Naruto and its characters are Masashi Kishimoto's
Notes (siapa tau ada yg gatau):
- terminal Leuwi Panjang ada di Bandung, terminal Leuwiliang ada di Kabupaten Bogor. Gatau juga kenapa milih latar itu. Oiya Bandung dan Bogor sama-sama berbahasa sunda
- teteh/teh = panggilan perempuan di bahasa sunda
- aa'/a' = panggilan laki-laki di bahasa sunda
Naik Bus
.
Warning: bahasa gak baku, AU, latar di Indonesia, ada bahasa sundanya dikit yha maafin. gajeness and OoCness luar biasah
wajib baca notes di atas~
.
.
happy reading!
.
Oh, tidak, sudah pukul 1 siang!
Setelah tepat berada di depan gerbang bertuliskan "Terminal Leuwi Panjang", Haruno Sakura cepat-cepat turun dari motor ojol yang ia naiki, lantas membayar driver-nya sambil lalu.
"Makasih, A'!"
Seraya menenteng tas tangan segede gaplokan maling khas orang mudik, wanita itu memacu langkahnya cepat-cepat. Ini sudah sangat terlambat! Hari ini adalah H-7 Lebaran, kemungkinan jalan tol akan sangat macet. Kalau tidak menghitung macet dan tralala-tralilinya, biasanya butuh waktu empat jam untuk sampai di Terminal Leuwiliang, terminal tujuannya. Tapi di hari begini, tanpa macet? Aduh, yang benar saja. Apa ia masih sempat mengejar berbuka puasa bersama keluarganya di rumah?
Sial sekali, mengapa jalanan Bandung siang ini sangat macet, sih? Padahal belum waktu ngabuburit. Sejak di atas motor tadi, Sakura cuma bisa menggeleng-geleng kepala. Yah, orang bandung energi liburannya memang gak pernah habis.
"KAMPUNG RAMBUTAN KAMPUNG RAMBUTAN KAMPUNG RAMBUTAAANN!"
"BINONG BINONG BINONG YOOOO BINONG NEEENGG!"

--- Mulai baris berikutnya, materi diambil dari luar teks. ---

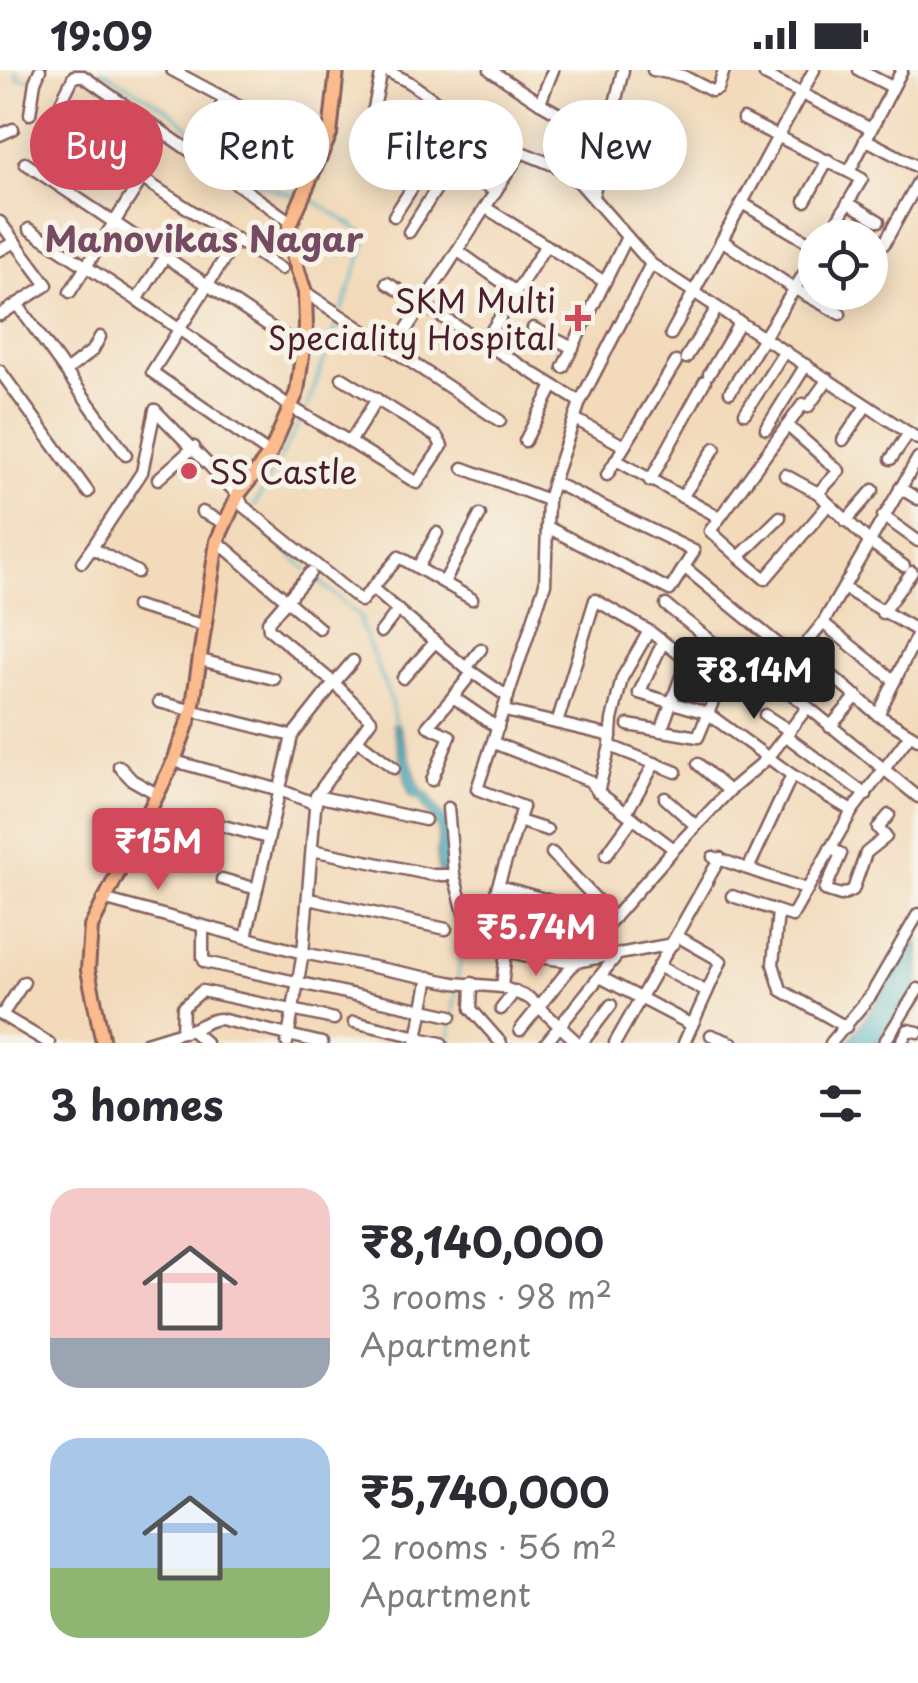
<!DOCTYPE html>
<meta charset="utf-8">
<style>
:root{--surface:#fff;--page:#f2f2f3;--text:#2b2b33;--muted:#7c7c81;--accent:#d1495b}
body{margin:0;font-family:"Playpen Sans",sans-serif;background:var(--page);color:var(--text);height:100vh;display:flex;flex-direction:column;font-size:38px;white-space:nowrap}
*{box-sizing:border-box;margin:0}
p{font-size:32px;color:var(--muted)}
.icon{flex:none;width:55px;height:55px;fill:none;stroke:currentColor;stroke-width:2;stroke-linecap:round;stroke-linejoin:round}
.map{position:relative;height:973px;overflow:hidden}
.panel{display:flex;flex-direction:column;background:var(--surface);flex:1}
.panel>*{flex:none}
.banner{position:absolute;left:30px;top:30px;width:860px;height:90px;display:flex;gap:20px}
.tools{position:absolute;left:798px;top:150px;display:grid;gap:20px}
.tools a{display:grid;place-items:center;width:90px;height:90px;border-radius:50%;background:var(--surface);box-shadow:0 5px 25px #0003;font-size:50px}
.price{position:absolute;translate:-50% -85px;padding:0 22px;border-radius:10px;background:var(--accent);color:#fff;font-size:32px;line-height:65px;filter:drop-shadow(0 2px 5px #0008)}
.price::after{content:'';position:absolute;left:50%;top:60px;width:30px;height:22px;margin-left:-15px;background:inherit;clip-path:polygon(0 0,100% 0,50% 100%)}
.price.active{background:#222;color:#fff}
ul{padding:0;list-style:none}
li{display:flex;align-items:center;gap:30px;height:250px;padding:0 50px}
li span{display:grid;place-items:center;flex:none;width:280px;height:200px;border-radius:30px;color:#555}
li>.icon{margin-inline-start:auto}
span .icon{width:120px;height:120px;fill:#fffc;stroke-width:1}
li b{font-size:42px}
h2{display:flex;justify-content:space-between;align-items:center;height:120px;padding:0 50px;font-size:42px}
.pill{padding:0 35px;border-radius:45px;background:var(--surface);box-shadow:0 5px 25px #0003;font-size:35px;line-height:90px}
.pill.active{background:var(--accent);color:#fff}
.status{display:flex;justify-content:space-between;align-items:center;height:70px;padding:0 50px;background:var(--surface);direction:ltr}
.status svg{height:28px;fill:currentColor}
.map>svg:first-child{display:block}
.water{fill:#48b5c4;stroke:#496a78;stroke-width:2.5}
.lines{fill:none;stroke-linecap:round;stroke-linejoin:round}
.stream{stroke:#48b5c4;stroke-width:2.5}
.minor-casing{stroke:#85605d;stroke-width:15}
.major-casing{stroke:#85605d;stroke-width:18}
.minor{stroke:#fff;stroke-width:10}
.major{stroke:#fbbb8c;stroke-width:12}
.poi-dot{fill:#d1495b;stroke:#f7f3e8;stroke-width:4}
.labels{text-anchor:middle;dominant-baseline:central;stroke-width:10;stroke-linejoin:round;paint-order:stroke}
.poi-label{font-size:32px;fill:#4a1f2b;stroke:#f7f3e8;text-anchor:end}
.neighbourhood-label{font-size:35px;font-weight:bold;fill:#764a62;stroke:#f7f3e8}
</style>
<div class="status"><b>19:09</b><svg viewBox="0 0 49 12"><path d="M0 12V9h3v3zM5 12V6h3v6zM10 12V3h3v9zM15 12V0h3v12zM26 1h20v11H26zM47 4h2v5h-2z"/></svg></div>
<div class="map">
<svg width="918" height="973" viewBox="0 0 918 973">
<rect width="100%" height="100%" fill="#f7f3e8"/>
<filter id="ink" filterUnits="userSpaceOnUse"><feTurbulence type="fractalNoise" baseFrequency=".01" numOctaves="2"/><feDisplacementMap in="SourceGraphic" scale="20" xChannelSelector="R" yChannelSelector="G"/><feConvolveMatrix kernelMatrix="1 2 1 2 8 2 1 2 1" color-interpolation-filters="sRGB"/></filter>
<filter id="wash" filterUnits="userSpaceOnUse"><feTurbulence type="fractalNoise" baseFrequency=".0048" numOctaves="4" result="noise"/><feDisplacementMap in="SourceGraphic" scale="40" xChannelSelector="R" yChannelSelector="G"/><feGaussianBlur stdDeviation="2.25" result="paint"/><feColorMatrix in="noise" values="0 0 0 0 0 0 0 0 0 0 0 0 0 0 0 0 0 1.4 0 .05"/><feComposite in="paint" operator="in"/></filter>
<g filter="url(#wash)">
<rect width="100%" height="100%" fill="#f2daba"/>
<!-- water -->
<g class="water">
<polygon points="393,655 398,655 420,720 428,725 449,757 446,791 454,818 446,820 437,793 439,759 420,729 410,725"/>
<path d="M 918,871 L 918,939 C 898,937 889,959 878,973 L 848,973 Z"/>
</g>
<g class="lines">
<!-- stream -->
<g class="stream">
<polyline points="17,0 17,8 29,10"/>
<polyline points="102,0 168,40 254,113 299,127"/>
<polyline points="306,129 318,133 368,166 342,241"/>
<polyline points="306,340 339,249"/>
<polyline points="254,436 302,347"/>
<polyline points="262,458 307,500"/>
<polyline points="313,506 362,549 360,553 390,628 396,658"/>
<polyline points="447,818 462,869 458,907"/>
<polyline points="453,942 457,915"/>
<polyline points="449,973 452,950"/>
</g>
</g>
</g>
<g filter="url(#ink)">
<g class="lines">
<defs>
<g id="minor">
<polyline points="172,0 323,81"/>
<polyline points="385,0 409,12 489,69 556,96 580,113 651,194 918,369"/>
<polyline points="490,0 540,33 553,0"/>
<polyline points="653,0 683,6 712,21 718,19 724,0"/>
<polyline points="859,0 892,17"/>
<polyline points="765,5 871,59"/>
<polyline points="540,33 568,49"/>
<polyline points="30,44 35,12 40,0"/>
<polyline points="743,49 849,102"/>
<polyline points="211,56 225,28"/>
<polyline points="370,57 382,0"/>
<polyline points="0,65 13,59"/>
<polyline points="865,69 918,97"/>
<polyline points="25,93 302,278"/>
<polyline points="239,93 260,47"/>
<polyline points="593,126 623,0"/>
<polyline points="805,131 828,90"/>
<polyline points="742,133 815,176"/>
<polyline points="848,133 879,151"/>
<polyline points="486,138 605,212"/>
<polyline points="394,146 458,46"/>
<polyline points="0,152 47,215 0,245"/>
<polyline points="29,159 137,230 291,337 350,372 377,329"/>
<polyline points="409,162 448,100 454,100 496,121"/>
<polyline points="827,168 862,109 849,102 902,0"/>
<polyline points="237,169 152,302 270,384"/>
<polyline points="723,171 795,219 840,244"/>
<polyline points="884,174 918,112"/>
<polyline points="0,180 15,172"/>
<polyline points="458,181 516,222"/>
<polyline points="281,199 52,50 74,6 83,6 291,152"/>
<polyline points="387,213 580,332"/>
<polyline points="70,222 143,107"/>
<polyline points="305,222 500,351"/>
<polyline points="137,230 166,185"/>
<polyline points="17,234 126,385"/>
<polyline points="533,258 573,278"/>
<polyline points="671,264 814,0"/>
<polyline points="483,274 546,175"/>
<polyline points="393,280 521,82"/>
<polyline points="686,288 717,238"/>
<polyline points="676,292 616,390 713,444"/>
<polyline points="563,297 627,167"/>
<polyline points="0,301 88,422"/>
<polyline points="66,301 93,280 100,267"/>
<polyline points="709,304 740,252"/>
<polyline points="342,308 437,367 442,376 417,413 350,372"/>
<polyline points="730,322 815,186"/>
<polyline points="155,340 238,425 243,436 361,531 399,487 472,529"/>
<polyline points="745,343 785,281"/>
<polyline points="575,349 624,376"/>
<polyline points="789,357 839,401 818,423 829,434"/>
<polyline points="766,359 806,295"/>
<polyline points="843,370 866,336"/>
<polyline points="525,371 553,316"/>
<polyline points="918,388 823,553 776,611 918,727"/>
<polyline points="891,389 909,363"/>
<polyline points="463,398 548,430"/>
<polyline points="607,405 616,390"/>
<polyline points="785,405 818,423"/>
<polyline points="158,409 194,377"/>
<polyline points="650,411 705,311"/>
<polyline points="900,418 918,429"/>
<polyline points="682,427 715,378"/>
<polyline points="202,442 225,453"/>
<polyline points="883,446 918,471"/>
<polyline points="780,447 739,487 710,461 803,334 808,337 828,309"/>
<polyline points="846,451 873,420"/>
<polyline points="547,457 670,520 694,481 553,412"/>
<polyline points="217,471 319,558"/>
<polyline points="739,487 765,509 829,434 871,473 904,496"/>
<polyline points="82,492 92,478"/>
<polyline points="418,497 437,463"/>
<polyline points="684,497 795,588"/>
<polyline points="137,502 92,478 142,402 155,340"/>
<polyline points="310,503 268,552 269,559 334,613 353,591"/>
<polyline points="444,512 480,445"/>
<polyline points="373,519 466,598 508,627"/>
<polyline points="845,519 918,561"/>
<polyline points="666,535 735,590"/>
<polyline points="136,536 206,556"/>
<polyline points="882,543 912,502"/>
<polyline points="823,553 895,611"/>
<polyline points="381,562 398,540"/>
<polyline points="663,572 639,623 707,643 792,705 852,741"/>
<polyline points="802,580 878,645 918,669"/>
<polyline points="201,590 274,609"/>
<polyline points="466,598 481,579"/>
<polyline points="403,608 435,572"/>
<polyline points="453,627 472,603"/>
<polyline points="159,632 292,666"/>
<polyline points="505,641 611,666"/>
<polyline points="765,645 790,661"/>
<polyline points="878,645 918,563"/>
<polyline points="557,653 595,530 649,561 720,615"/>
<polyline points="628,655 698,667 720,615 741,579"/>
<polyline points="830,657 857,626"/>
<polyline points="661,661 687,590 706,567"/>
<polyline points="786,666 866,725"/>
<polyline points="357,670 394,698"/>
<polyline points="494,673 590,711 598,722 674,779"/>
<polyline points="610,676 676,702"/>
<polyline points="174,691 280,720 316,734"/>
<polyline points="698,694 729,721"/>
<polyline points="119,696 132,710 157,724"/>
<polyline points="432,710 450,666 428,656 453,627 498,658"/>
<polyline points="598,722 610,676 612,650 622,608 649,561"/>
<polyline points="316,726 425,750"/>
<polyline points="665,728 696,756"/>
<polyline points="448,738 454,805 465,846"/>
<polyline points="626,743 655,693"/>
<polyline points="205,751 268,768"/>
<polyline points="519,751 547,760"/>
<polyline points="830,778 841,784 825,820 841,825 853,820 866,783 886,767 878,758 889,745"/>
<polyline points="312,780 433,805 454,805"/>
<polyline points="552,783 614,848"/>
<polyline points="606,785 633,748"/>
<polyline points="713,787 806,819"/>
<polyline points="749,797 792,705"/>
<polyline points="222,809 257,819"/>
<polyline points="499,816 568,836"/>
<polyline points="732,826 792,846 852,741 910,665"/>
<polyline points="103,829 303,883 454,913 502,917 529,928 578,973"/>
<polyline points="309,829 446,859"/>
<polyline points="778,842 773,894 781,920 846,957"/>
<polyline points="203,856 203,888 205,892 451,946"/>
<polyline points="677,866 721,891 684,973"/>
<polyline points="246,867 292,666 334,613 371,650 316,726 303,883 287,973"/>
<polyline points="593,871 489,844 523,737 477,719 545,514 548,430 553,412 580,332 651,194"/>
<polyline points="477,874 523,885 575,892 673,874"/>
<polyline points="660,897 707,922"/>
<polyline points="602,908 692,955"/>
<polyline points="472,913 471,939 501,973"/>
<polyline points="502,917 506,881"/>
<polyline points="501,939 515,921"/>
<polyline points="0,944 49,973"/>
<polyline points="2,945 24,912"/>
<polyline points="354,952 418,967"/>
<polyline points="520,960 575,892 674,779 729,721 768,688 807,638"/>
<polyline points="192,961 206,973"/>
<path d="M 182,962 C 196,961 206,949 220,949 L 322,973"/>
<polyline points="711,965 732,973"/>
<polyline points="417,968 429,907"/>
<polyline points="146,973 182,962 183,937 202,921 334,949"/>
<polyline points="416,973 417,968 441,973"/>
<polyline points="546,973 617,885"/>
<polyline points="582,973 611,935"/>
<polyline points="615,973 720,788"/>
<polyline points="831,973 871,925 918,844"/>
<polyline points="884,973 918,919"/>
<polyline points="901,973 908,960 918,962"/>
</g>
<polyline id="major" points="103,973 88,900 91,857 174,691 192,641 217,471 238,425 270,384 297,322 306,257 305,222 289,173 290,155 330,64 337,0"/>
</defs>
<!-- minor casing -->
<use href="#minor" class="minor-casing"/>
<!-- major casing -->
<use href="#major" class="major-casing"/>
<!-- minor -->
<use href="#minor" class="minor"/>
<!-- major -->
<use href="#major" class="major"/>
</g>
</g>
<!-- markers -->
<g class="poi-dot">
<path d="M573 233h10v10h10v10h-10v10h-10v-10h-10v-10h10z"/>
<circle cx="189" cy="401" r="10"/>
</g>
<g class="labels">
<!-- poi labels -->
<g class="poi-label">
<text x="556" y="230">SKM Multi<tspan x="556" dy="37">Speciality Hospital</tspan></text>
<text x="209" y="401" text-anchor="start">SS Castle</text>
</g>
<!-- neighbourhood labels -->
<g class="neighbourhood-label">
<text x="204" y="167">Manovikas Nagar</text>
</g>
</g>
</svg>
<div class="tools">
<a><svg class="icon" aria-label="locate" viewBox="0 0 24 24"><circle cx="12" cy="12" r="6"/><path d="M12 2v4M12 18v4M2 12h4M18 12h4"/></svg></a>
</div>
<b class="price active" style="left:754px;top:652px">₹8.14M</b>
<b class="price" style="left:158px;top:823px">₹15M</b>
<b class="price" style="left:536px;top:909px">₹5.74M</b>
<div class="banner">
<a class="pill active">Buy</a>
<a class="pill">Rent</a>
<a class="pill">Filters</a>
<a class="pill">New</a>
</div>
</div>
<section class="panel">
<h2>3 homes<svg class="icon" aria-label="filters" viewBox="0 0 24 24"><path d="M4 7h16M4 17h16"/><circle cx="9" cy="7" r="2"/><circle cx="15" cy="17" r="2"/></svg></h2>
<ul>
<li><span style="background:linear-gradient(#f6c9c9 75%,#9aa5b1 0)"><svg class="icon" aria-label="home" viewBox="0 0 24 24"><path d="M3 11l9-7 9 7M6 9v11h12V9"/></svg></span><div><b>₹8,140,000</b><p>3 rooms · 98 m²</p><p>Apartment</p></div></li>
<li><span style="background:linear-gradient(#a9c7e8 65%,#8fb573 0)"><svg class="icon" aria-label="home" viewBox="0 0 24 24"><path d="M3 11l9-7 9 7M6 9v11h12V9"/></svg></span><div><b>₹5,740,000</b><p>2 rooms · 56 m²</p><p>Apartment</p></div></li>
</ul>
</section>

"A' BOGOR A' BOGOR BOGOR BOGOOORRRR!"
Sakura sudah mencapai wilayah teriakan-teriakan iconic khas kenek bus ini membahana. Ya elah. Sebenarnya Sakura gak pernah suka terminal karena hal ini. Ya terus kalau diteriakkan begitu orang-orang mau naik, apa? Dengan manuver hebat, Sakura pun menghindari kenek-kenek bus yang teriakannya bisa menggelegar gendang telinga itu, dan akhirnya menemukan bus Leuwiliang yang sudah hampir berangkat. Dengan kekuatan kaki yang sudah ia latih semenjak diskonan baju Lebaran kemarin, Sakura pun berhasil menaiki bus tersebut.
Sakura melewati satu persatu pasangan tempat duduk di dalam bus itu. Penuh, penuh, penuh, penuh, penuh, penuh, penuh—ah, ia menemukan satu tempat duduk kosong di bagian belakang bus. Dekat dengan smoking room, sih, tapi tidak apa-apa lah. Sakura menghenyakkan diri di tempat duduk tersebut, dan bus pun langsung memacu mesinnya meninggalkan terminal.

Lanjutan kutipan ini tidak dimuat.